Impact of Obama’s Plan on the Indian Outsourcing Industry

clip_image002 The US President Obama’s proposal to tax expenditure by the US companies on availing services from outside the country from 2011 has received mixed reactions from all over the world.

Most of the industry leaders in India believe that the plan is aimed at curbing the country’s outsourcing industry. At the same time, the proposed tax system is also winning few fans in India.

The Scenario

  • India’s information technology and outsourcing companies employ about 2.2 million people, and the US companies account for about 60 % of their business.
  • The US companies either have their own subsidiaries in India or employ Indians by contracting work to local technology and outsourcing companies.
  • Many of these Indian operations handle customer service and back-office functions, particularly for the US banks and credit card companies.
  • Recently, many US corporations have also expanded their sales, marketing and distribution in India.

The Proposal

  • Elimination of a deduction for the US companies when they invest in subsidiaries outside the United States.
  • To tax expenditure by the US companies on availing services from outside the country from 2011.

The Reaction

Let us try to see what various people are saying before forming our own opinion:

NASSCOM (India’s leading outsourcing lobby):

  • The tax plan may actually end up reducing competitiveness of US companies with global operations when compared to their European and Japanese counterparts.
  • The proposals appeared to be aimed at addressing the tax rate differentials that exist across the world. It will impact American headquartered companies with overseas operations

CII (The Confederation of Indian Industry)

  • It’s an internal issue. It will only reduce their competitiveness. He added, “It is a populist posture. Perhaps his (Obama’s) intention was not the same. However, it sends a wrong message.

Infosys (India’s second largest software and outsourcing company)

  • It is not for us. It is for US companies that have operations in other destinations. It will not have an impact on Indian companies.
  • We do not believe that it has anything to do with IT outsourcing done by US corporations.

Mphasis

  • It is irrelevant as far as Indian IT providers are concerned. It may encourage more US companies to invest and create jobs within that country

FCCI (Federation of Indian Chambers of Commerce and Industry)

  • While Obama’s move would have some impact on the US investment abroad and into India, in the long run this would only run counter to the interest of US corporations seeking global presence.

The Opinion

It was the availability of young talent pool, the time zone factor and the cost advantage that made outsourcing in India flourish in the last decade. It was not due to any tax benefit that the US firms enjoyed.

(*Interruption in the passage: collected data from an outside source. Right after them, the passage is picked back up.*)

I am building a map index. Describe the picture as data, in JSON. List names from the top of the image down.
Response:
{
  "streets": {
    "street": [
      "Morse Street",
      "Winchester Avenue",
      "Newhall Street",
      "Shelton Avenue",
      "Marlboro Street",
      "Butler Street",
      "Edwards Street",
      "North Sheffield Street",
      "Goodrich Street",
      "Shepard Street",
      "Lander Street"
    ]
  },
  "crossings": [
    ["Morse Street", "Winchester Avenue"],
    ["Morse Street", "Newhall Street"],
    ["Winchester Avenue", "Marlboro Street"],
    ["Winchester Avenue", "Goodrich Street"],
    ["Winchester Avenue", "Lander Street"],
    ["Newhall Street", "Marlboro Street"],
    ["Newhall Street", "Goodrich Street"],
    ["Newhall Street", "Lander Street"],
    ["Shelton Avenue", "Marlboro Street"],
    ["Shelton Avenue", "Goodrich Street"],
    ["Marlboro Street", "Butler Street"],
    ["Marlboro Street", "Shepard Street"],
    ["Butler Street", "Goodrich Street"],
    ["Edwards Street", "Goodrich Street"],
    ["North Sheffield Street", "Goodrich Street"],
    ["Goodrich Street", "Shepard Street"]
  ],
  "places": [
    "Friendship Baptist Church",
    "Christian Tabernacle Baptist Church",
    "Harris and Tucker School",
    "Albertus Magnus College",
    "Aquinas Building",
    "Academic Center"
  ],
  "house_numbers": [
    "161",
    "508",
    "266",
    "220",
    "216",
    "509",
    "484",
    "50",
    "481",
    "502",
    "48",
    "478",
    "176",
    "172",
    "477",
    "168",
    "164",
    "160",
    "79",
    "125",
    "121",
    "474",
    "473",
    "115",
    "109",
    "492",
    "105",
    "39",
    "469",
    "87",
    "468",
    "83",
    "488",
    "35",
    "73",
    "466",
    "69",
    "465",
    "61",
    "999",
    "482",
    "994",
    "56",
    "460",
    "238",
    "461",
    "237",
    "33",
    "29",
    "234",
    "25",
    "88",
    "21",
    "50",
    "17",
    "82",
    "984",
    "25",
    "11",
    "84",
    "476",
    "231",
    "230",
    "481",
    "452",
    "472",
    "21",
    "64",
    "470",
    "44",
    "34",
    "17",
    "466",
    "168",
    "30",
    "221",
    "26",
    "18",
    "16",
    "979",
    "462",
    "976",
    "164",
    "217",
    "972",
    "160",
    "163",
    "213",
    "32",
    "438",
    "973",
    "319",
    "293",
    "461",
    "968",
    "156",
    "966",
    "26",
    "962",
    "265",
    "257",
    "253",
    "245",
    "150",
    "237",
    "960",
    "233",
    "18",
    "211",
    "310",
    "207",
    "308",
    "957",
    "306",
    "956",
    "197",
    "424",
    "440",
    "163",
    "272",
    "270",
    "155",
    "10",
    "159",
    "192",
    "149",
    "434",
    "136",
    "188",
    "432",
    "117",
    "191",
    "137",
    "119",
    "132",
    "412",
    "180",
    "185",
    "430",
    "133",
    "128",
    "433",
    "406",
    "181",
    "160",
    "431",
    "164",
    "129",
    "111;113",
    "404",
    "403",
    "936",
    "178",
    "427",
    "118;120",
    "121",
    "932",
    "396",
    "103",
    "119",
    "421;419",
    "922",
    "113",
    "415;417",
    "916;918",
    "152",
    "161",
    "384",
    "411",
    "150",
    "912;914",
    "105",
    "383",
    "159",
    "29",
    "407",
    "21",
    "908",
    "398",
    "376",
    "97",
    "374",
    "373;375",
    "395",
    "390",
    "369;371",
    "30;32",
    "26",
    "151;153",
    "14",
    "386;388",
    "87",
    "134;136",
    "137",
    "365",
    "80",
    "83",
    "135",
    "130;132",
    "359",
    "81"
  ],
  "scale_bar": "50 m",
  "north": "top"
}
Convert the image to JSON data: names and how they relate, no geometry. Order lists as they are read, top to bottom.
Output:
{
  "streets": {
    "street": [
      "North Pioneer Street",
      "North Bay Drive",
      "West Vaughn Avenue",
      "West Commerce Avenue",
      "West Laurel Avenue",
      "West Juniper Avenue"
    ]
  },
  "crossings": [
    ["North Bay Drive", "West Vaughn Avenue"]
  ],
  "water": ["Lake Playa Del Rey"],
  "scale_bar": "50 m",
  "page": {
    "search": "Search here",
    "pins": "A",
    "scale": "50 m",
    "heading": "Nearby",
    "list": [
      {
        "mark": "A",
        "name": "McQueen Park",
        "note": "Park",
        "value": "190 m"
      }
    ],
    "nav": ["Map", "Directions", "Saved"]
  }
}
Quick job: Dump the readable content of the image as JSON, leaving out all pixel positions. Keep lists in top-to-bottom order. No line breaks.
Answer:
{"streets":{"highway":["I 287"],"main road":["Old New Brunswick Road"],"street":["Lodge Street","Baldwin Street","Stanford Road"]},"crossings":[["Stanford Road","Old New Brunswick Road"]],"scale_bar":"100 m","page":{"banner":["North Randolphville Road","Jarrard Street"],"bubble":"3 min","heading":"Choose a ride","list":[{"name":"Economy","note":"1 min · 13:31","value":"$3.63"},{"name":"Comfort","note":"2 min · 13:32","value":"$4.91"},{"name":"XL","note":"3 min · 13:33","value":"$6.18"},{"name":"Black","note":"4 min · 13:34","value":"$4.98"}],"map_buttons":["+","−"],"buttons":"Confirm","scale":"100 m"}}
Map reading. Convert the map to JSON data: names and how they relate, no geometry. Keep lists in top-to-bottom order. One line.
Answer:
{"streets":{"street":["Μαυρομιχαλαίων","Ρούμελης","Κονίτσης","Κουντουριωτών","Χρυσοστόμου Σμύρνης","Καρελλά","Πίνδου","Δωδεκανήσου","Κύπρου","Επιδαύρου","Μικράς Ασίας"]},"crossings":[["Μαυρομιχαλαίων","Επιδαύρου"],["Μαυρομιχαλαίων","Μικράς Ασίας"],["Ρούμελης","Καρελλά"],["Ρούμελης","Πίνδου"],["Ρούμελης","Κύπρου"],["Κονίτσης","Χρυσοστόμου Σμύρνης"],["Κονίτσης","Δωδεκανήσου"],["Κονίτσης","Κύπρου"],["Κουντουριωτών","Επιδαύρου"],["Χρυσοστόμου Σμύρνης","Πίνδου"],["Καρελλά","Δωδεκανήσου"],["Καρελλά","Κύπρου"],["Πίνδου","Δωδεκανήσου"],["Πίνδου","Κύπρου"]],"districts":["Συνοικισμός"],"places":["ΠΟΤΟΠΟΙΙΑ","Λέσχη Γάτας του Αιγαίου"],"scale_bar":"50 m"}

US companies save 60-75% by outsourcing their back office operations to countries like India. The overall impact would be clearer once the exact structure of the taxation is announced. Nobody really knows what will happen in the longer run but the move has definitely diluted the spirit of the global economy and the flat world.

(Sources: New York Times, indiatimes)

(Image credits: indiatimes)

2 Comments

Tripp Babbitt May 10, 2009

I believe the Obama administration has the right path, but wrong reasons. It is actually a cost advantage for US companies to keep outsourced call centers, technology, etc. in the US. They either are outsourcing waste (see http://blog.newsystemsthinking.com/blog/bryce-harrison/0/0/3-things-to-consider-before-outsourcing) or not realizing that software development needs to have contact with the work (http://blog.newsystemsthinking.com/blog/bryce-harrison/0/0/ibm-ive-been-moved-outsourced).

Wasting US dollars on such foolishness is not “unamerican”, it doesn’t play to the bottom line . . . profit.

Nishant.Soni May 11, 2009

I’ve been working in BPOs since past 5 years on different posts. Been to US and AUS twice for couple of months. 5 years is a very long time for BPO industry. According to my experience, even if they think to move the jobs back from india to US or to forward it to CHINA it will take a long time to move the entire setup. And china could be a big problem since indians have a neutral accent and just needs to be polished so americans can understand. but chinese people have a real light accent. So its real hard to understand them.
And its almost point less to move the jobs back to US since most of the compnies are already facing some financial crisis. But yea, what they might just do is to replace the big heads, the indian big bosses with american. I still see most of the BPOs in mumbai have a large opening. So i really dont see anything like recession for BPO industry.